Pulang ke kampung halaman yang jauh dari keramaian, aktivitas kota. Mudik dilakukan secara berulang-ulang. Baik ketika lebaran, liburan sekolah, natal, dan tahun baru. Sehingga mudik menjadi semacam budaya atau tradisi di nusantara yang dilakukan hampir setiap tahunnya. Mayoritas penduduk Indonesia beragama Islam, jadi puncak mudik adalah ketika perayaan hari raya Idulfitri. Tradisi ini juga dapat diartikan sebagai suatu simbol akan munculnya kesadaran rohani akibat kehampaan spiritualitas akibat kesibukan aktivitas di kota.
Manusia merupakan makhluk yang tergolong sebagai homo festivus.
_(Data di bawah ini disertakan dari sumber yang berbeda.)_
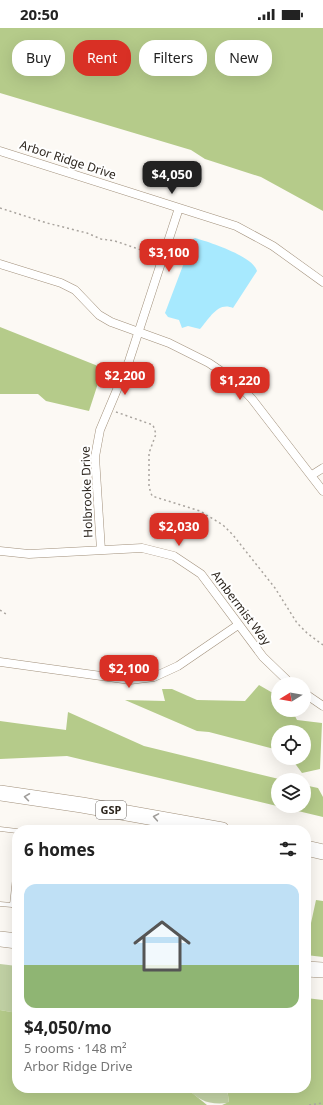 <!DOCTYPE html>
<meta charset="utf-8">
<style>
:root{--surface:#fff;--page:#f6f6f6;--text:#222;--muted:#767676;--accent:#d93025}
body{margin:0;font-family:"Noto Sans",sans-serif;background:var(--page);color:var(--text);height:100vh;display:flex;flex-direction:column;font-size:15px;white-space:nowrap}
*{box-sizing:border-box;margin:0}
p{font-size:13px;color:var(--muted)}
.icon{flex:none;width:22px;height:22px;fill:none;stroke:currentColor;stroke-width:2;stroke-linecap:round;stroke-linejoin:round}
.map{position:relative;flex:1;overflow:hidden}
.sheet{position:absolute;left:12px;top:797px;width:299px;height:268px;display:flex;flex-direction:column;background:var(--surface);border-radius:16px;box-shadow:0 4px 16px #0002}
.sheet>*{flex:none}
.top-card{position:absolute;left:12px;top:12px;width:299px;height:36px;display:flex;gap:8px}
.needle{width:26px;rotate:259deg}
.tools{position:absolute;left:271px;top:649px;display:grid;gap:8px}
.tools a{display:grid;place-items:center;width:40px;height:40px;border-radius:50%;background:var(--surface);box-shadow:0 4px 16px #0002;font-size:20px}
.price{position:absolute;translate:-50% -34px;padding:0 9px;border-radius:8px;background:var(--accent);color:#fff;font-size:13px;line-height:26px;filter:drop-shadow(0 1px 2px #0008)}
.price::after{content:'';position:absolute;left:50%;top:24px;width:12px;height:9px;margin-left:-6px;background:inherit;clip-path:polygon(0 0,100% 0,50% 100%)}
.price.on{background:#222;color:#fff}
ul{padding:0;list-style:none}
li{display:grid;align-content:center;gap:8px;height:212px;padding:0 12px}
li span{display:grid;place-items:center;height:124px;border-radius:12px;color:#555}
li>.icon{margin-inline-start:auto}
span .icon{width:72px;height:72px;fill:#fffc;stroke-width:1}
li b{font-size:17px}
h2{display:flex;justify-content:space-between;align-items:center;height:48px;padding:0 12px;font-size:17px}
.tag{padding:0 14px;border-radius:16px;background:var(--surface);box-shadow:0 4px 16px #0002;font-size:14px;line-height:36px}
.tag.on{background:var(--accent);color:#fff}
.status{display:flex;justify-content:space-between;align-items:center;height:28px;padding:0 20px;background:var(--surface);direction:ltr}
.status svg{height:11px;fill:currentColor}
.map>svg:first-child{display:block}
</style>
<div class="status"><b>20:50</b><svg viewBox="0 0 49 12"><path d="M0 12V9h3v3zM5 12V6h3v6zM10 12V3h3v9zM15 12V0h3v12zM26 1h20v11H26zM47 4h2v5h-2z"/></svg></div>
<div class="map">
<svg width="323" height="1077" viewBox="0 0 323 1077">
<rect width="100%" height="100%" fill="#fcf9f4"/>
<path fill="#c1d1a4" d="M0,936L17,938V985L0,982Z
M186,1060H227L229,1075C207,1077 201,1073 186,1060Z"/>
<path fill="#b5cb8a" d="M0,0H323V183L261,149L205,131L191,122L0,65Z
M0,299L103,340L89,383L46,373L38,366H0Z
M259,657L278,668V682H292L297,692L322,695L320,741L302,745L291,730H304V704H278V722L209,704L197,703L125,672L165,673L162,661H172L197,672L245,673Z
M68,684L144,718L283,752H278V778H304V757L318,760L323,769V789L67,728L0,731V693L66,702Z
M316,872L323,873V929L306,927V918Z
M306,970L323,972V1077H222L229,1074L227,1060H306Z
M0,982L17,985V1060H186L207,1077H0Z"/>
<path fill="#a7e9fe" d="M195,210C209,214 253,228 257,243L233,280C218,273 209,291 200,301L188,298L182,300L179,292L168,289L165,285L193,211Z"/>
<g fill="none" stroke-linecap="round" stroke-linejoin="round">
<g stroke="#a1907b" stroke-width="5">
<path id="service" d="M0,801L17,803
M28,802L38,800L50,802
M17,830L12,877L17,875
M0,876L12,877L17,880"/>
</g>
<g stroke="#a1907b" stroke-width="9">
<path id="minor" d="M0,123L236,198L273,218L323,254
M0,236L61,255L75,262L99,287L111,294L169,315L209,335L234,352L252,371L323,463
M312,447L323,440
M101,522L95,429L100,402L129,333L179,180
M0,523L29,526L142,520L174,528L201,546L263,629L291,656
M0,634L130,652L154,649L178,638L238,597
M304,665L323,678"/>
</g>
<g stroke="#a1907b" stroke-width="16">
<path id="motorway" d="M0,765L82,777L222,802
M306,820L323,824
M0,911L17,913
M306,941L323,942"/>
</g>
<path stroke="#a9a49e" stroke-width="1.5" stroke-dasharray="2 3" stroke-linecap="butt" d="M0,180L47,195L87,205L101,211L115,213L156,227
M116,384L153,397L156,406L149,425V459L152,468L200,483L223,497L233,507L275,560L297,595L307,605L323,617
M0,582L6,586
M309,1077L323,1075"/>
<use href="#service" stroke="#fff" stroke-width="4"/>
<use href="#minor" stroke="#fff" stroke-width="8"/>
<use href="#motorway" stroke="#fff" stroke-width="15"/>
</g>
<defs><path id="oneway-chevron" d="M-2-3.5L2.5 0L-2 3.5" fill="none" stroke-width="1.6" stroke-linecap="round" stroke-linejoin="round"/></defs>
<g stroke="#a09d9a">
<use href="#oneway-chevron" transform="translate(27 769) rotate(-172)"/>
<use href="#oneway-chevron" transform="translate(156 789) rotate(-170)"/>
</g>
<g text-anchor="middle" stroke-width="4" stroke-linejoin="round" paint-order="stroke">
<rect fill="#fff" stroke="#6c6762" stroke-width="1" x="96" y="773" width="30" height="18" rx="3"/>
<g font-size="11" font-weight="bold" fill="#2d261e">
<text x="111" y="786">GSP</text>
</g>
<g font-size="12" fill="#2d261e" stroke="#fff">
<text transform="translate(68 132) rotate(18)" y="4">Arbor Ridge Drive</text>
<text transform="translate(87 464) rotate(-92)" y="4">Holbrooke Drive</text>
<text transform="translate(241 580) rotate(53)" y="4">Ambermist Way</text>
</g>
</g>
</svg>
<div class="tools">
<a><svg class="needle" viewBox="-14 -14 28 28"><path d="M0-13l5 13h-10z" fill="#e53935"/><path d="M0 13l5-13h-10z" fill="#767676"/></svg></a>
<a><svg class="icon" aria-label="locate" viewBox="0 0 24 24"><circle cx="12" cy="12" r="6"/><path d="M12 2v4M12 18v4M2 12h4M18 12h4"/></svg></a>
<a><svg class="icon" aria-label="layers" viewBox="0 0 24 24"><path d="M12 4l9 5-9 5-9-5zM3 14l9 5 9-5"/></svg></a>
</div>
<b class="price on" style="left:172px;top:167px">$4,050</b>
<b class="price" style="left:169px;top:245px">$3,100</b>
<b class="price" style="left:125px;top:368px">$2,200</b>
<b class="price" style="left:240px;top:373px">$1,220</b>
<b class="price" style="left:179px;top:519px">$2,030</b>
<b class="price" style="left:129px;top:661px">$2,100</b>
<div class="top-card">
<a class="tag">Buy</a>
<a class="tag on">Rent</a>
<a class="tag">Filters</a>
<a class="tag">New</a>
</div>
<section class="sheet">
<h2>6 homes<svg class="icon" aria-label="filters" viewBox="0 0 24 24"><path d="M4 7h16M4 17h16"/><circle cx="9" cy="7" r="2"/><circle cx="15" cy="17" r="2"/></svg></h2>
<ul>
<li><span style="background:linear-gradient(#bfe0f5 65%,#8fb573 0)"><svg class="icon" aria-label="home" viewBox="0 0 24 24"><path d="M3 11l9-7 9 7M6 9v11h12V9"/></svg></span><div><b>$4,050/mo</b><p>5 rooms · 148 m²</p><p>Arbor Ridge Drive</p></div></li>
</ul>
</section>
</div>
Manusia menyukai festival. Banyak macam dan ragam mengenai festival, salah satunya adalah festival yang bernuansa kegamaan, seperti perayaan lebaran. Dalam festival, terkandung sebuah pola yang ajeg dan dilakukan berulang-ulang secara massif pada momen tertentu. Selain itu manusia juga dikatakan sebagai makluk yang menyukai ziarah atau wanderer or traveling being. Senang melakukan sebuah perjalanan, ketika ada waktu liburan akan digunakan untuk jalan-jalan atau berekreasi.
Mudik yang tergolong dalam perayaan lebaran tidak disusun secara sistematis oleh negara maupun lembaga tertentu. Secara serempak dan akumulatif, masyarakat secara bersama-sama merayakan hari raya. Menjelang lebaran, jalan-jalan akan ramai kendaraan dengan tingkat volume yang naik tajam dibanding hari biasanya. Mudik adalah peristiwa budaya yang dilakukan berulang-ulang, dan bukan ciptaan atau rekayasa negara.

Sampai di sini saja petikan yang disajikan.